Thomas Geissmann lässt sich aber nicht entmutigen. Unermüdlich kämpft er für eine (bessere) Zukunft der Menschenaffen. Er gibt eine Fachzeitschrift über Gibbons heraus und gründete die «Gibbons Conservation Alliance», eine Organisation, die sich für die Rettung und den Schutz der singenden Affen einsetzt. Zu den Projekten gehören das Einrichten von Schutzgebieten und das Aufforsten von Waldlücken mit Futterbäumen. «Gibbons ernähren sich vorwiegend von Früchten, weil sie Blätter nicht gut verdauen können», erklärt Geissmann. Es sei wichtig, dass das Revier einer Gibbonfamilie genügend Fruchtbäume habe. Gibbons können ein Revier nur bis zu einer gewissen Grösse wirksam gegen andere Gruppen verteidigen. Bei selektiv ausgeholzten Wäldern könne daher die Ernährung in der Trockenzeit nicht mehr gewährleistet werden.  

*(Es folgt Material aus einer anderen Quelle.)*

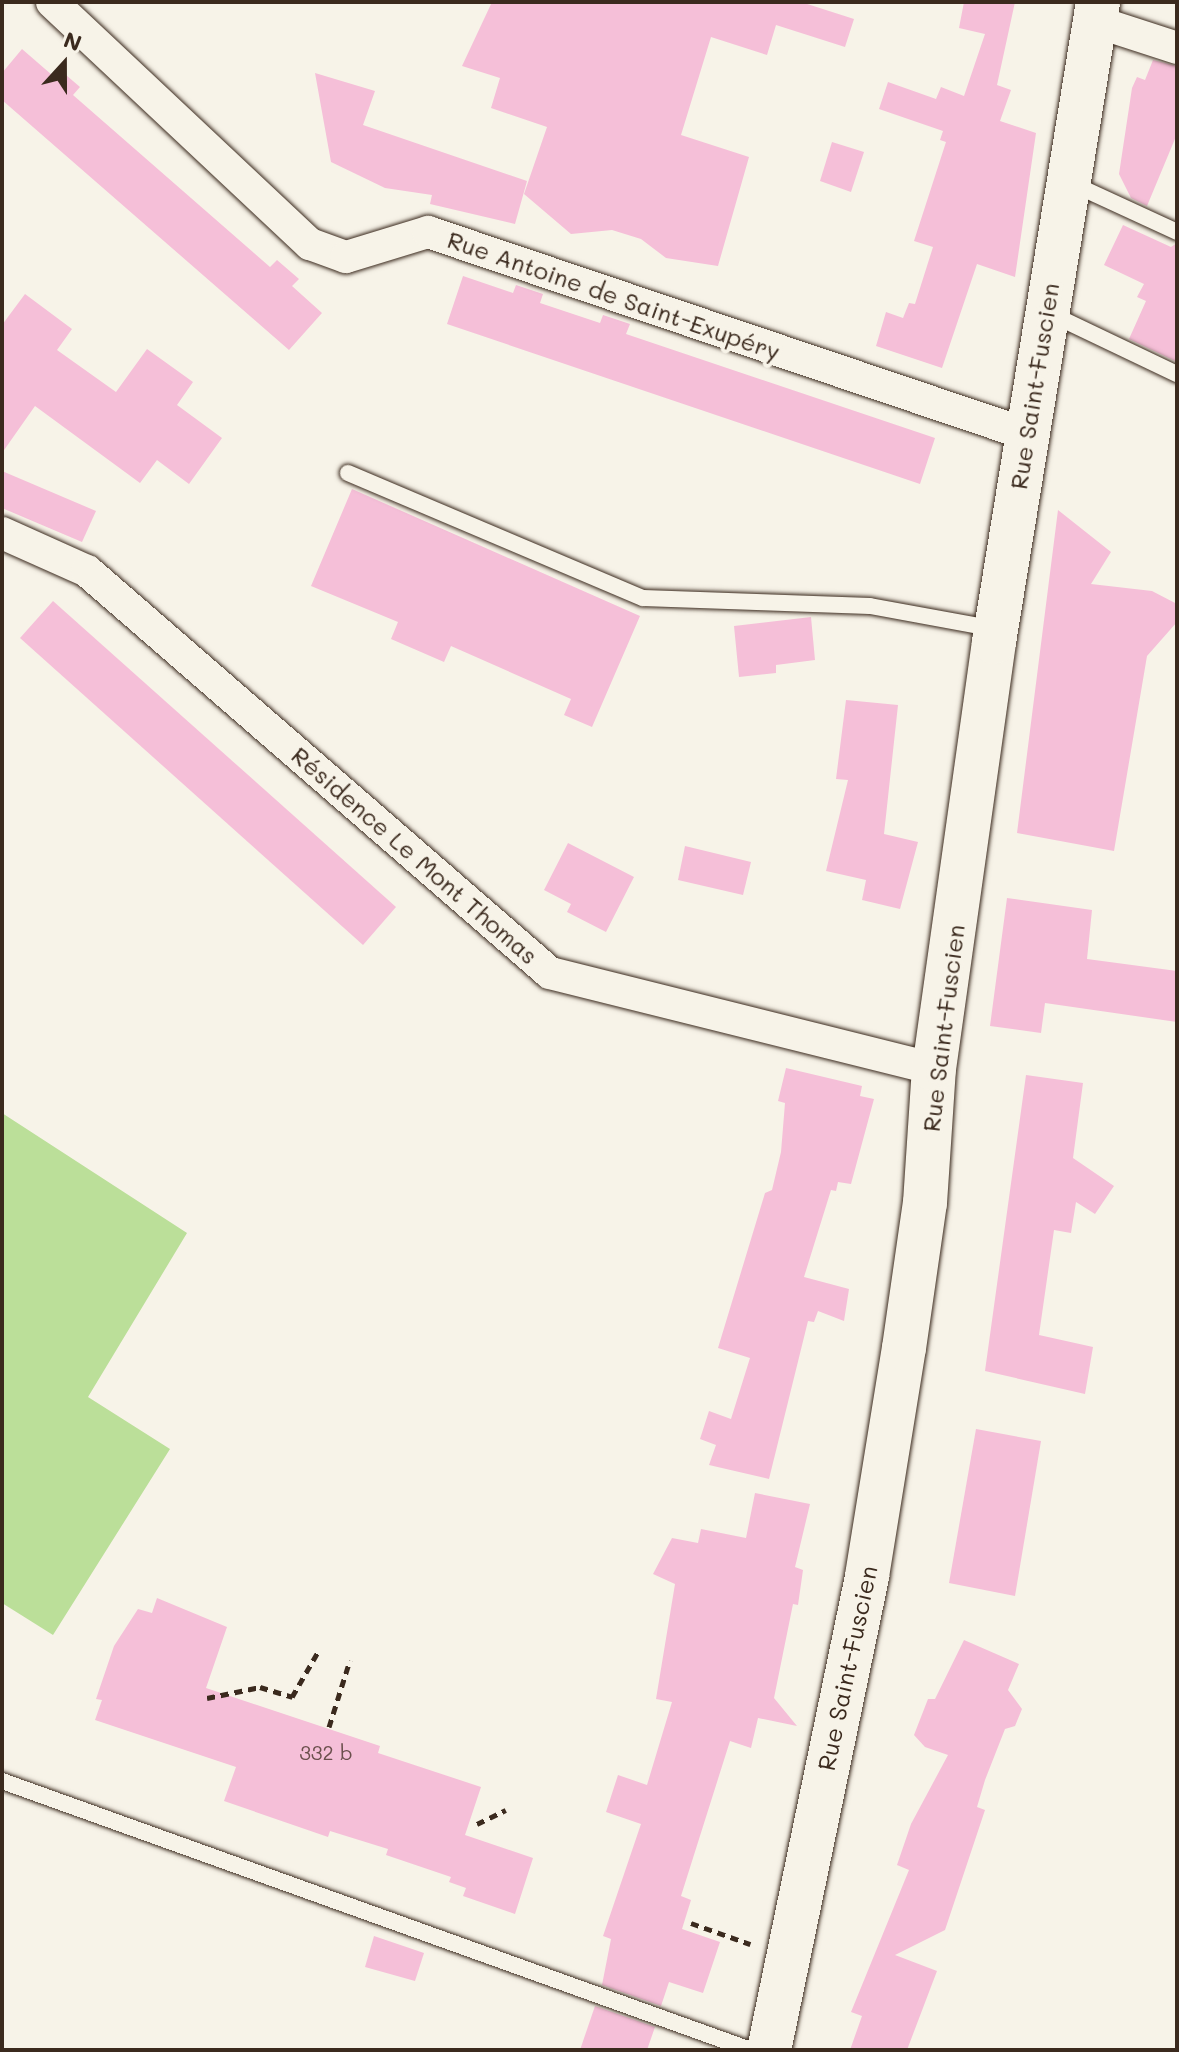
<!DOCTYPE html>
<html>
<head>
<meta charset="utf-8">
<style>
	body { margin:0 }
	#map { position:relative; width:1179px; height:2052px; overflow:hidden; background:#f7f3e8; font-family:Mali,sans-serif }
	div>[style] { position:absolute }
	.green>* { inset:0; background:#bbdf99 }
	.building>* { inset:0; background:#f5bfd8 }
	.path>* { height:5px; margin-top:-2.5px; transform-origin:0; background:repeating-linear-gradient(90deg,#3b2a1e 0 8px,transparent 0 14px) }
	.roads { filter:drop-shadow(0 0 2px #3b2a1e) drop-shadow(0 0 2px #3b2a1e) }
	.service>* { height:16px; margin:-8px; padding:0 8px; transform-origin:8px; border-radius:8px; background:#f7f3e8 }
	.minor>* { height:32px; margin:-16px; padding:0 16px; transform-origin:16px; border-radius:16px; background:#f7f3e8 }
	.secondary>* { height:44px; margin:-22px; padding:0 22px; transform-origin:22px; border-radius:22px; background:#f7f3e8 }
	span { translate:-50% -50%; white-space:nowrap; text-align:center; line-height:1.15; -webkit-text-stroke:8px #f7f3e8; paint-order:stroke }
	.number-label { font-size:20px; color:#6a4f4c }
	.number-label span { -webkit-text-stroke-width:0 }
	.street-label { font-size:24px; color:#3b2a1e }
	.frame { position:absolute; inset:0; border:4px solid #3b2a1e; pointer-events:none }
	.north { position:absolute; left:24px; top:24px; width:80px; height:80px; -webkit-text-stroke:6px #f7f3e8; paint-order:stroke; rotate:21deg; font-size:22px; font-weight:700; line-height:32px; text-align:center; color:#3b2a1e }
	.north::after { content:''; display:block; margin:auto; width:28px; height:36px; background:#3b2a1e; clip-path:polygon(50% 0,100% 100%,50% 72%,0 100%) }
</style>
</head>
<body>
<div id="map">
	<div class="green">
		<div style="clip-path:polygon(2px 1113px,187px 1233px,88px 1397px,170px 1449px,53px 1635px,2px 1603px)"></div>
	</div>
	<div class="building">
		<div style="clip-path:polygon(492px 2px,801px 2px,854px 19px,845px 47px,776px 25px,767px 55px,711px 37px,681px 135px,749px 157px,718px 266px,666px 258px,641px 239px,612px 230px,571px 234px,524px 194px,547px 127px,491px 108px,500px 78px,462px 66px)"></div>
		<div style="clip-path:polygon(964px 2px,1015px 2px,997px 85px,1011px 90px,1000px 121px,1036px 133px,1015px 277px,977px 264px,942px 368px,876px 346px,886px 312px,903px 318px,909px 303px,915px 304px,933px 247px,914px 241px,946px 142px,940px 140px,943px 131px,879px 109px,888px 82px,936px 99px,941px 87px,964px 96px,985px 34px,959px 28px)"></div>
		<div style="clip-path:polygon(22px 49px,52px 75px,59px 69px,80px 87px,73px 95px,270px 267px,277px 260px,299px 279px,292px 286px,322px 313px,289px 350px,2px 100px,2px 73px)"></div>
		<div style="clip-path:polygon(1153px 60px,1177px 66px,1177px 134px,1147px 206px,1131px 198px,1119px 174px,1132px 88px,1137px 77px,1145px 80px)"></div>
		<div style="clip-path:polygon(315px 73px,375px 91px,363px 125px,527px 181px,515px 224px,430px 204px,432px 195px,385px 188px,331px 162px)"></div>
		<div style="clip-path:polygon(832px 142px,864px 152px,851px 192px,820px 181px)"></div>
		<div style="clip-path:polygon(1123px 225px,1171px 247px,1177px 243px,1177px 362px,1129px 339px,1146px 301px,1137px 297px,1144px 284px,1104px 265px)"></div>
		<div style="clip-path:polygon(463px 276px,513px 293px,516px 285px,543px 294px,540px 303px,600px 323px,603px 315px,630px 324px,626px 334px,935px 438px,920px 484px,447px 324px)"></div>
		<div style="clip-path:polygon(25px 294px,72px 329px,57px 350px,116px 392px,147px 349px,193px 382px,177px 405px,222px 438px,189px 484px,157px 460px,140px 483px,35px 406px,2px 453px,2px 325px)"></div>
		<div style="clip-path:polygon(2px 471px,96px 511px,82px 542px,2px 508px)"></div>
		<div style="clip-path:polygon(352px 489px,640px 616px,592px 727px,564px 715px,571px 699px,451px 646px,444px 662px,391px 639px,398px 622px,311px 586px)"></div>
		<div style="clip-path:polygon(1058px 510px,1111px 552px,1091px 584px,1152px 591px,1177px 604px,1177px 622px,1147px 656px,1114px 851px,1017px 833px)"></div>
		<div style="clip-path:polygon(53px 601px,396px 907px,363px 945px,20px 638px)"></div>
		<div style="clip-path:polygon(811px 617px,815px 660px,776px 665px,776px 673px,739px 677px,734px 626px)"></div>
		<div style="clip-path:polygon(846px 700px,898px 705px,884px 834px,918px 842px,900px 909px,862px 900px,866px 880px,826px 871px,848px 780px,836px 779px)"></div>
		<div style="clip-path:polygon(568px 843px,634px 877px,606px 932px,567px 912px,571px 904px,544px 890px)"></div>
		<div style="clip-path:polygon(685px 846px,751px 862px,743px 895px,678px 880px)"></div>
		<div style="clip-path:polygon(1007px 898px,1092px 910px,1087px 959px,1177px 971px,1177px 1022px,1045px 1003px,1041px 1033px,990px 1026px)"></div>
		<div style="clip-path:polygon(786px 1068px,862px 1086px,860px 1096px,874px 1099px,851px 1184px,838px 1182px,836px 1191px,831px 1190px,804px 1277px,849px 1289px,844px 1321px,818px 1311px,814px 1322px,808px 1321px,769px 1479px,709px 1465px,716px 1445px,700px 1439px,709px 1411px,731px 1419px,750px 1358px,718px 1348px,765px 1193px,772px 1190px,781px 1152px,785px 1103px,778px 1101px)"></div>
		<div style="clip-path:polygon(1026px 1075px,1083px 1083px,1073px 1158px,1114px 1186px,1095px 1214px,1076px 1202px,1071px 1233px,1054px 1230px,1039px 1335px,1093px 1347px,1085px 1394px,985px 1371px)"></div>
		<div style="clip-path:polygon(976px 1429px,1041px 1441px,1015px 1596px,949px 1583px)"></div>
		<div style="clip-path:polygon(755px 1493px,810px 1504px,795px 1567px,803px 1570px,798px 1605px,793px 1604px,774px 1698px,797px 1726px,758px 1718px,751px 1748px,730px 1741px,681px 1896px,691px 1900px,682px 1929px,720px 1942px,703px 1993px,669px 1982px,661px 2006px,602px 1985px,611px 1939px,603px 1936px,641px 1824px,606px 1812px,618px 1775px,647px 1785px,672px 1702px,656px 1699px,675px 1584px,653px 1574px,672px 1538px,698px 1543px,701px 1529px,746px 1538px)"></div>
		<div style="clip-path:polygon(157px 1598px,227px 1627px,206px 1688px,380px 1746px,378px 1753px,481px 1787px,465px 1835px,533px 1858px,515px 1914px,463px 1896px,466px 1888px,449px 1882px,451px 1877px,386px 1855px,388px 1849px,330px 1831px,328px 1837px,224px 1801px,236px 1767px,95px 1720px,102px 1700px,96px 1699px,114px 1646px,138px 1609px,152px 1613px)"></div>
		<div style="clip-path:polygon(964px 1640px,1019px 1664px,1008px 1690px,1022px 1709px,1015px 1726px,1005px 1729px,985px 1780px,977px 1807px,985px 1810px,945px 1930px,895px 1955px,937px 1971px,907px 2050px,850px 2050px,862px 2016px,851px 2012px,909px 1870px,897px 1865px,911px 1824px,948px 1755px,925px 1747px,914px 1735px,928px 1699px,935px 1699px)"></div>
		<div style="clip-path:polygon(374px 1936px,424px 1953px,415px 1981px,365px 1967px)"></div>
		<div style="clip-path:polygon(595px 2006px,655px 2027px,647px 2050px,580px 2050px)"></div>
	</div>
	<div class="path">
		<div style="left:207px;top:1698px;width:54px;rotate:-11.7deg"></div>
		<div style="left:260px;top:1687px;width:34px;rotate:17deg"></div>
		<div style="left:292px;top:1697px;width:54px;rotate:-60.1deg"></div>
		<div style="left:329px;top:1727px;width:70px;rotate:-72.6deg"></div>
		<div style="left:477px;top:1824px;width:32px;rotate:-26deg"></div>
		<div style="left:691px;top:1923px;width:63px;rotate:19.6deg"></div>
	</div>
	<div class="roads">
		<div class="service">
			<div style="left:1069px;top:182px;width:119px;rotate:24.8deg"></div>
			<div style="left:1051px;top:314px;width:140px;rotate:25.5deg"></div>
			<div style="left:348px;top:473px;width:320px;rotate:23deg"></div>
			<div style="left:643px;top:598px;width:227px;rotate:2deg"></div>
			<div style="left:870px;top:606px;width:127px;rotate:10.4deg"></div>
			<div style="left:2px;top:1781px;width:796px;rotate:19.76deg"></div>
		</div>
		<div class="minor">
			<div style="left:52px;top:2px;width:354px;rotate:43.2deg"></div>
			<div style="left:310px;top:244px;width:38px;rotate:20deg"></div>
			<div style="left:346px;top:257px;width:86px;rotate:-17deg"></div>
			<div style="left:428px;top:232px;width:631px;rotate:18.66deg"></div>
			<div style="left:1094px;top:21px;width:87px;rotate:18deg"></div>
			<div style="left:2px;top:533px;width:93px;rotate:24.1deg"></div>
			<div style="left:87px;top:571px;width:613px;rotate:40.97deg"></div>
			<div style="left:550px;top:973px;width:396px;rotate:14deg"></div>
		</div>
		<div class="secondary">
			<div style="left:769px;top:2050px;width:484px;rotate:-78.3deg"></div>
			<div style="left:867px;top:1576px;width:231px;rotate:-80.8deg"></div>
			<div style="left:904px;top:1348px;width:147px;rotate:-81.8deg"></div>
			<div style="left:925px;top:1203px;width:134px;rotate:-86.2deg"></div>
			<div style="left:934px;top:1069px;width:431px;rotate:-82deg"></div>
			<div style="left:994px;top:642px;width:648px;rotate:-80.77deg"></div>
		</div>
	</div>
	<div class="number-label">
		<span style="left:326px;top:1752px">332 b</span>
	</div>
	<div class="street-label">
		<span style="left:614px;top:295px;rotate:19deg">Rue Antoine de Saint-Exupéry</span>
		<span style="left:1034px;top:386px;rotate:-81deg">Rue Saint-Fuscien</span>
		<span style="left:415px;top:855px;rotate:41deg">Résidence Le Mont Thomas</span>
		<span style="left:943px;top:1028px;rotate:-83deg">Rue Saint-Fuscien</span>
		<span style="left:847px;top:1668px;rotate:-78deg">Rue Saint-Fuscien</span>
	</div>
	<div class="frame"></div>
	<div class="north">N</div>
</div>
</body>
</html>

Faszinierende Duettgesänge
Geissmann weist darauf hin, dass jeder die Gibbons unterstützen kann, etwa mit Geldspenden. Doch dafür müsse zunächst das Bewusstsein für die prekäre Situation der Primaten geweckt werden. Einen Beitrag dazu soll die Ausstellung «Gibbons – die singenden Menschenaffen» im Anthropologischen Institut der Universität Zürich leisten. Der Besucher hat zu Beginn das Gefühl, einen Wald zu betreten. Danach lernt er die Gibbons Schritt für Schritt kennen: die Arten, die Lebensräume, die Fortbewegung, die Sozialstruktur und natürlich die «Musik» der Tiere, die in einem Video angehört werden kann.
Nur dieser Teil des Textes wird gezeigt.